$65 billion needed for population schemes to check poverty in 2010 – UN

6 April 2009

Nearly $65 billion worth of investment is required next year for population programmes to combat poverty, promote development and slash maternal death rates, according to the United Nations Commission on Population and Development.

One-third of this sum, or $22 million, will come from international donors, while the rest will be in the form of domestic investments by developing nations.

The $64.7 billion figure for 2010 is an upwards revision of the $20.5 billion that was adopted at the 1994 International Conference on Population and Development (ICPD) in Cairo, marking the first time in 15 years that cost estimates have been reviewed.

The revision was critical due to surging growth in needs in the face of soaring health-care costs, according to a report by Secretary-General Ban Ki-moon.

To implement the Programme of Action adopted at the end of the Cairo conference, UN Member States approved the new figures, expressing their concern for family planning funding which is currently far below what is needed.

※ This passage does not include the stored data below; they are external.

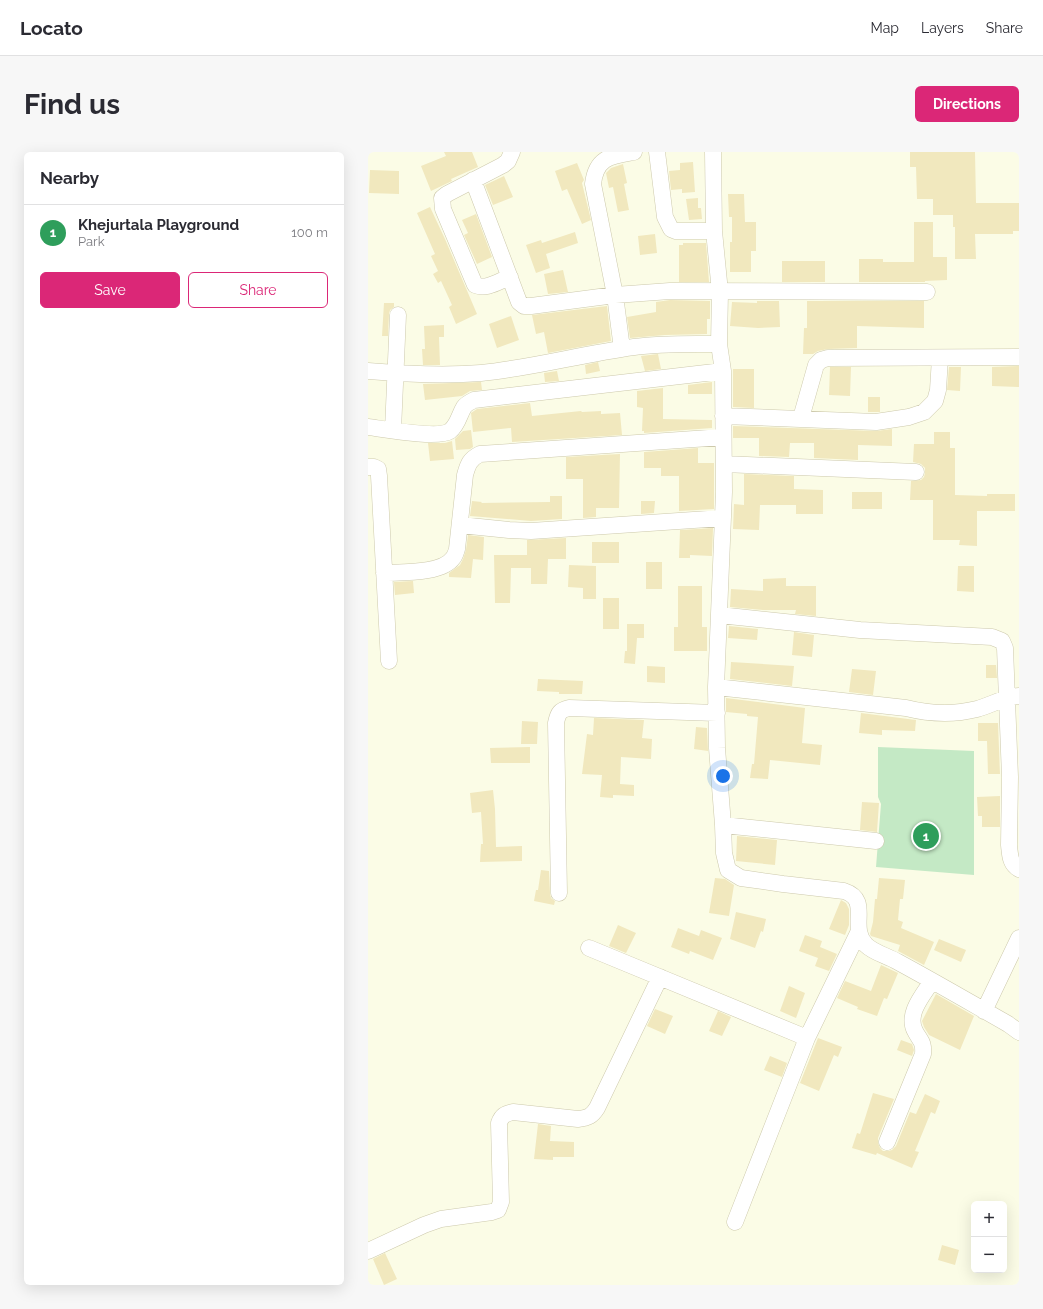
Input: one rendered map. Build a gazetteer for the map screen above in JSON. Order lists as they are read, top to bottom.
{
  "page": {
    "header": "Locato",
    "nav": ["Map", "Layers", "Share"],
    "buttons": [
      "Directions",
      ["Save", "Share"]
    ],
    "title": "Find us",
    "heading": "Nearby",
    "list": [
      {
        "mark": "1",
        "name": "Khejurtala Playground",
        "note": "Park",
        "value": "100 m"
      }
    ],
    "pins": "1",
    "map_buttons": ["+", "−"]
  }
}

The five-day meeting of the Commission, which wrapped up last Friday, examined the extent to which population growth affects the achievement of the Millennium Development Goals (MDGs), globally agreed targets on reducing poverty and eliminating other social ills by 2015.

Thoraya Ahmed Obaid, Executive Director of the UN Population Fund (UNFPA), noted that the new sum more accurately captures current needs and is more in line with investments necessary to achieve the MDGs.

“As the financial crisis unwinds, now is the time to increase social investment and redouble efforts” to achieve the Programme of Action, she said in a statement.